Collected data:
--- START ---
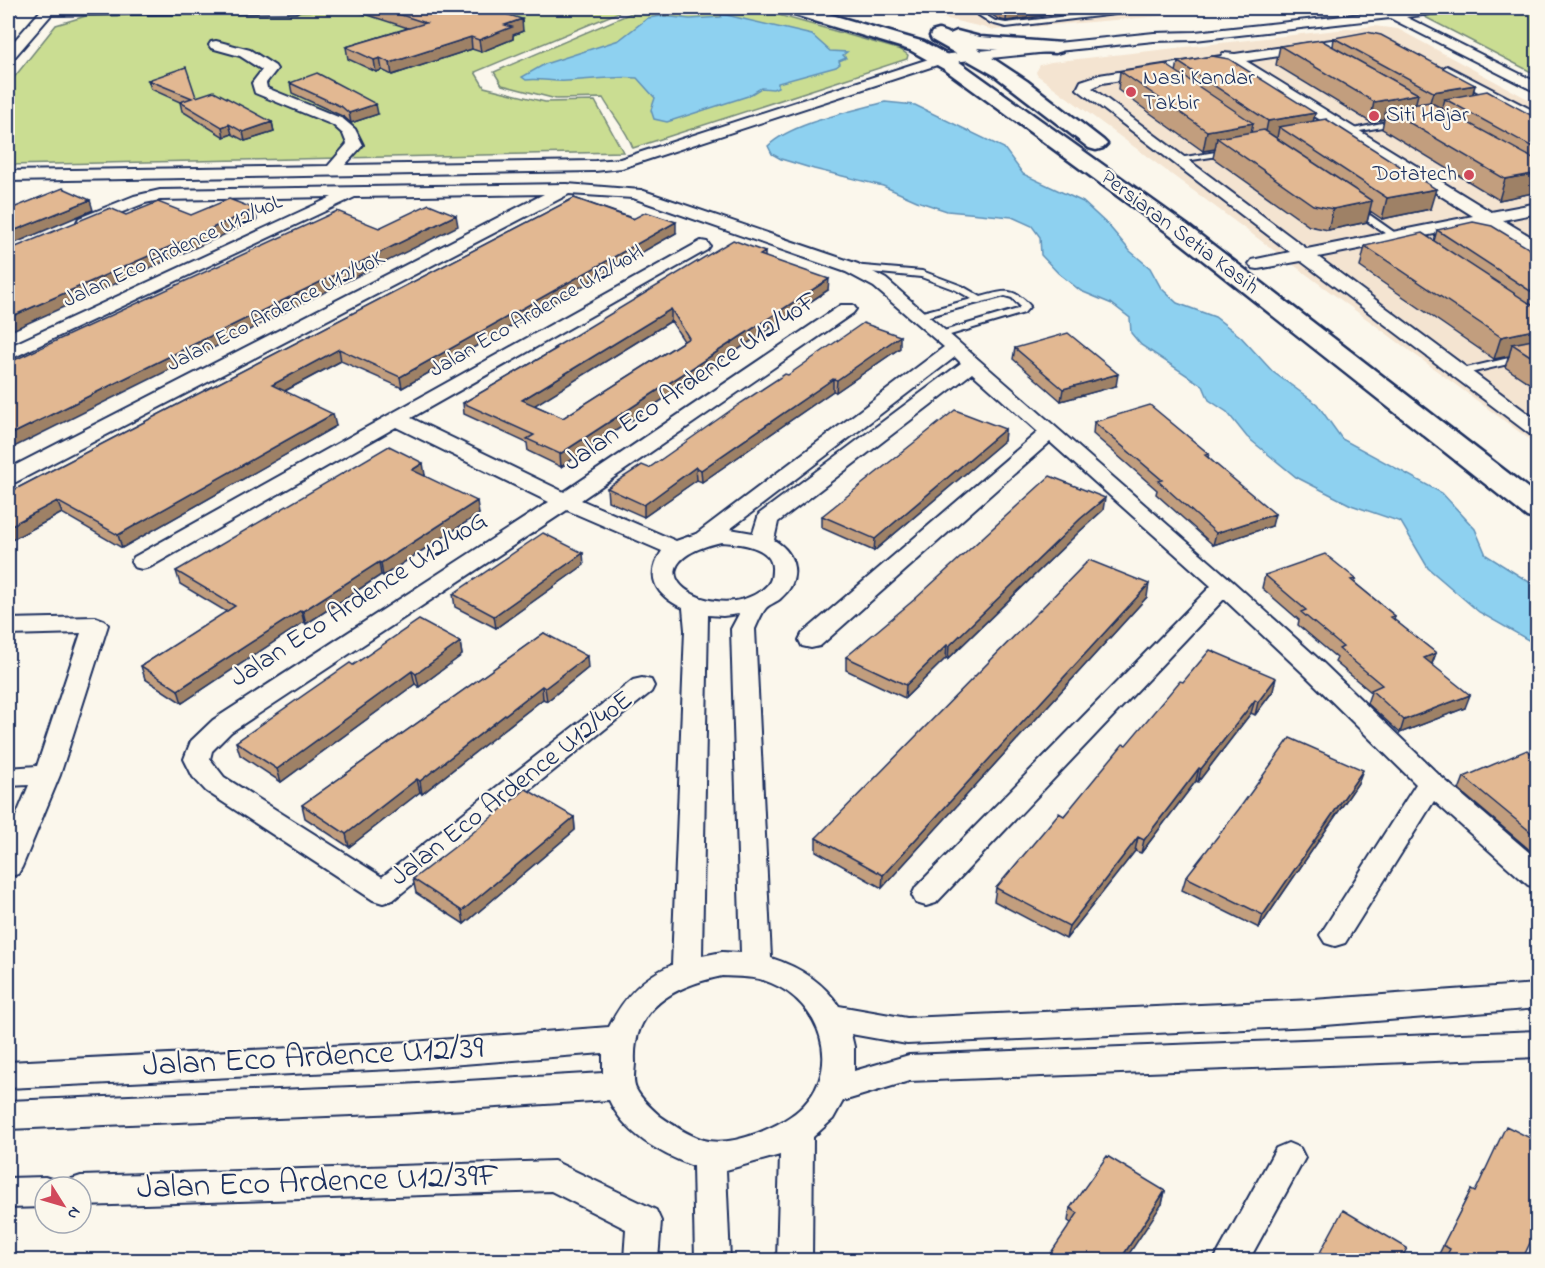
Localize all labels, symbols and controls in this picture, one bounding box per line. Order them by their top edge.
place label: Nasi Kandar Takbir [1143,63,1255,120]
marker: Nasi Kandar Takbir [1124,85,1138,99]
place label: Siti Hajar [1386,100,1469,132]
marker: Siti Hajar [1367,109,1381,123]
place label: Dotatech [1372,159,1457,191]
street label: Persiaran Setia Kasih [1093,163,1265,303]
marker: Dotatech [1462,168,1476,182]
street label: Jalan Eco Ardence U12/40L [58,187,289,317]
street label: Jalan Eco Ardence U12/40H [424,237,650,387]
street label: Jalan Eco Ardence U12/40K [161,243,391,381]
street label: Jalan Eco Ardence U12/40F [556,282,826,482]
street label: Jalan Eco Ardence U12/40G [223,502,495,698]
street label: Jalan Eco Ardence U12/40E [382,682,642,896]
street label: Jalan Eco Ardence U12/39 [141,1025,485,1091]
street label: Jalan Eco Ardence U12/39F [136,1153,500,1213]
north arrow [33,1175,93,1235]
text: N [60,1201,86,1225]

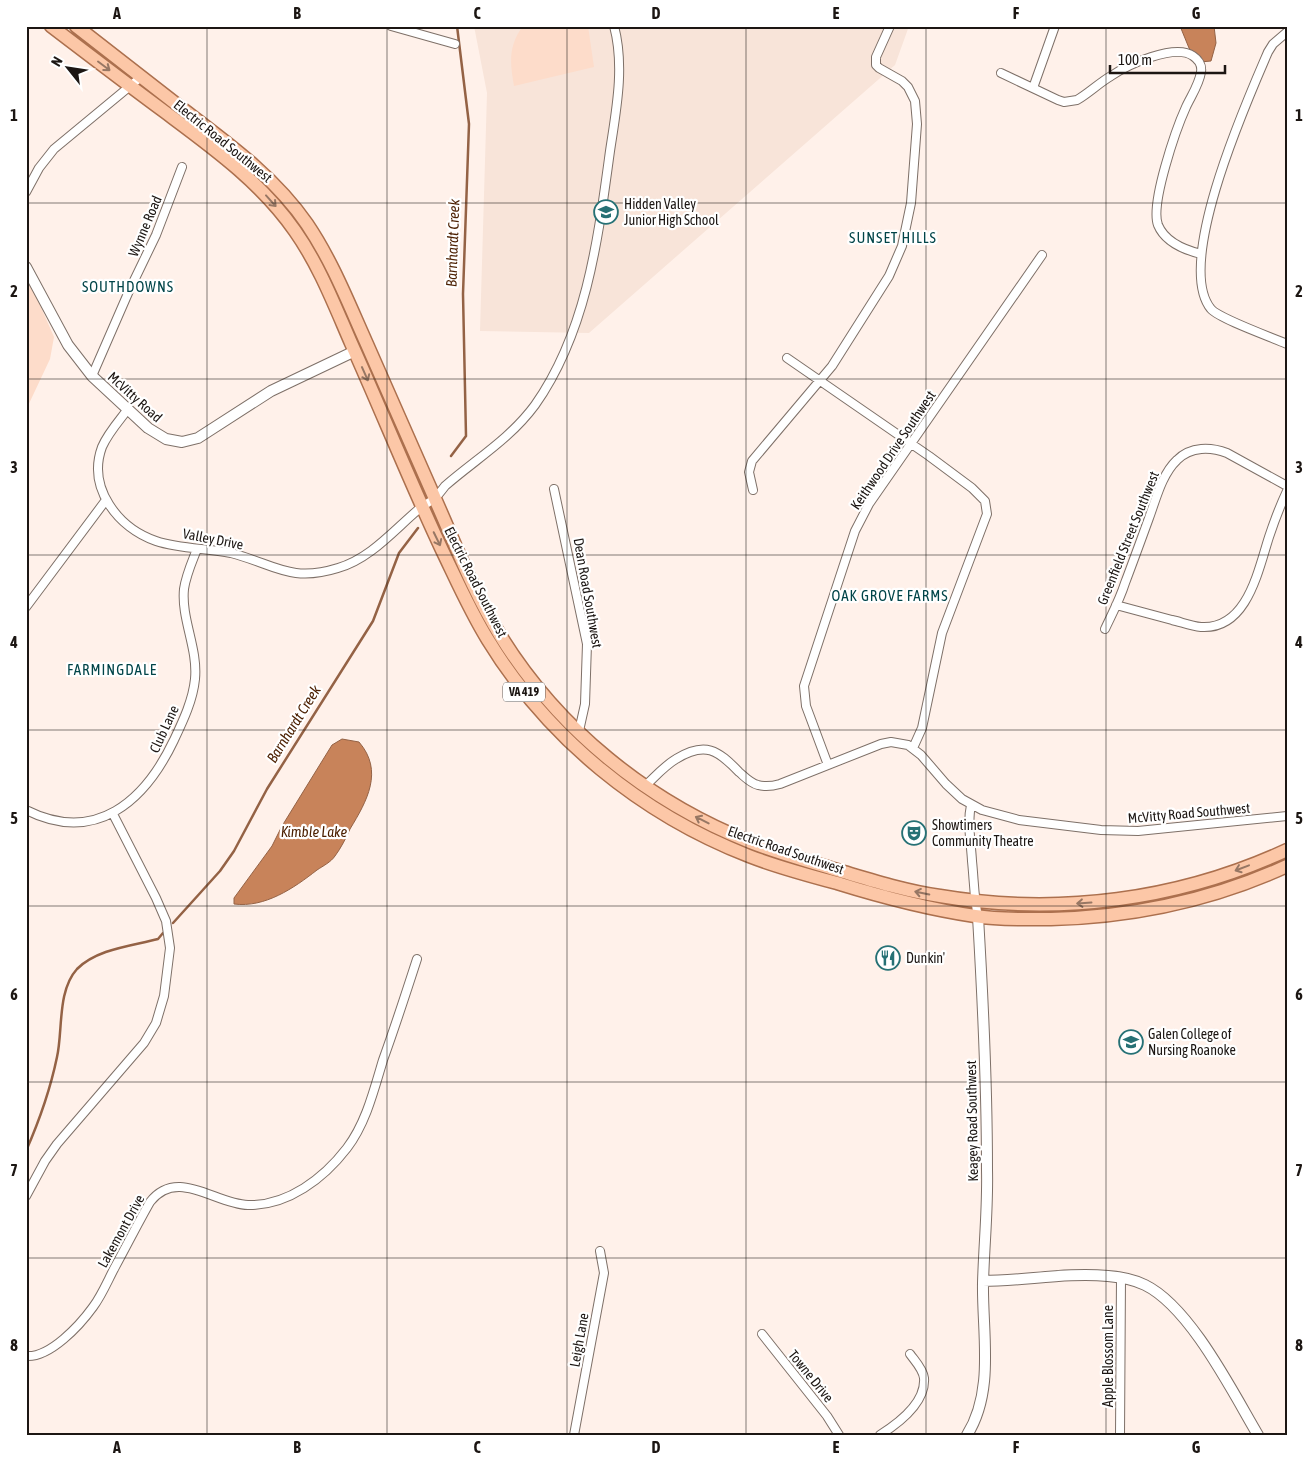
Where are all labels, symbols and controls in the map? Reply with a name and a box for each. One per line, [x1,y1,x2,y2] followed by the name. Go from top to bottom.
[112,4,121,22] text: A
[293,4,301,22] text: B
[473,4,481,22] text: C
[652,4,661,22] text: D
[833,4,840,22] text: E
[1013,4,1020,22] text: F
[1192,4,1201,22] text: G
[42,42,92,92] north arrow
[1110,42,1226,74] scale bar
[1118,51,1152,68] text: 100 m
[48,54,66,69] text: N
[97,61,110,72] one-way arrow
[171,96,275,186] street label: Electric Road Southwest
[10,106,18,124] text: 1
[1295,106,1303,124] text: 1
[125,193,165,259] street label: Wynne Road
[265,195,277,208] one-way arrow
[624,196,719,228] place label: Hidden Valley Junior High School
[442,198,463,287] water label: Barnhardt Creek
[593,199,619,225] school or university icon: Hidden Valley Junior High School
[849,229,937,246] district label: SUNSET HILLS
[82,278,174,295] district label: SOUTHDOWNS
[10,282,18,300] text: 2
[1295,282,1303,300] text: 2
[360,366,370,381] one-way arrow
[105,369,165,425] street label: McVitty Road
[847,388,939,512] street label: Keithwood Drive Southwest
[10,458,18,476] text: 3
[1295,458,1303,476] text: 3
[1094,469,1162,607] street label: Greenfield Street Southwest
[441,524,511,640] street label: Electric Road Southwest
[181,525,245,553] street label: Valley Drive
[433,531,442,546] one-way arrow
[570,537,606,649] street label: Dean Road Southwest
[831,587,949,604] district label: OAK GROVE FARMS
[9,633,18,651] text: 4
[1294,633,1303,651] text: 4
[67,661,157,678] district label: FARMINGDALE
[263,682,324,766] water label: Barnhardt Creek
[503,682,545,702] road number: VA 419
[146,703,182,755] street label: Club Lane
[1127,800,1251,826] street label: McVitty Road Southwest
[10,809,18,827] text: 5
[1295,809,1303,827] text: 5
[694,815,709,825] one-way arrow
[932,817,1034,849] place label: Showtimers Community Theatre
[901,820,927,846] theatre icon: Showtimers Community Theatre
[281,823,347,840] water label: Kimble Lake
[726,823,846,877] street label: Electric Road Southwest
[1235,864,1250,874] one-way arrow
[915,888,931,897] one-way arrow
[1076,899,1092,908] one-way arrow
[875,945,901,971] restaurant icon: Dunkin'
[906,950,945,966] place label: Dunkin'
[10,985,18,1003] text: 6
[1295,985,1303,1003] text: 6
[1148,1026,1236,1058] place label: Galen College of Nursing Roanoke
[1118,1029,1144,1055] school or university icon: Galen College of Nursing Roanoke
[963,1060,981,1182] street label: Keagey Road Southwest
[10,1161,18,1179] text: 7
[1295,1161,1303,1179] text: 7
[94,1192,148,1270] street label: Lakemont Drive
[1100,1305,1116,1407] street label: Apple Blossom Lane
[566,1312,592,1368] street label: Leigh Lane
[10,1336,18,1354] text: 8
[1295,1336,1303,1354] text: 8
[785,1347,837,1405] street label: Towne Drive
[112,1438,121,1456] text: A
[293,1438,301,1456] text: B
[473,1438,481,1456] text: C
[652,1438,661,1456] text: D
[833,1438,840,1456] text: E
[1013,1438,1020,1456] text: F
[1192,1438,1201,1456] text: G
--- END ---
*PROBLEM TO WORK ON*:
Copy each line of the entries that includes the word "place".

*SOLUTION FOR THIS TASK*:
place label: Nasi Kandar Takbir [1143,63,1255,120]
place label: Siti Hajar [1386,100,1469,132]
place label: Dotatech [1372,159,1457,191]
[624,196,719,228] place label: Hidden Valley Junior High School
[932,817,1034,849] place label: Showtimers Community Theatre
[906,950,945,966] place label: Dunkin'
[1148,1026,1236,1058] place label: Galen College of Nursing Roanoke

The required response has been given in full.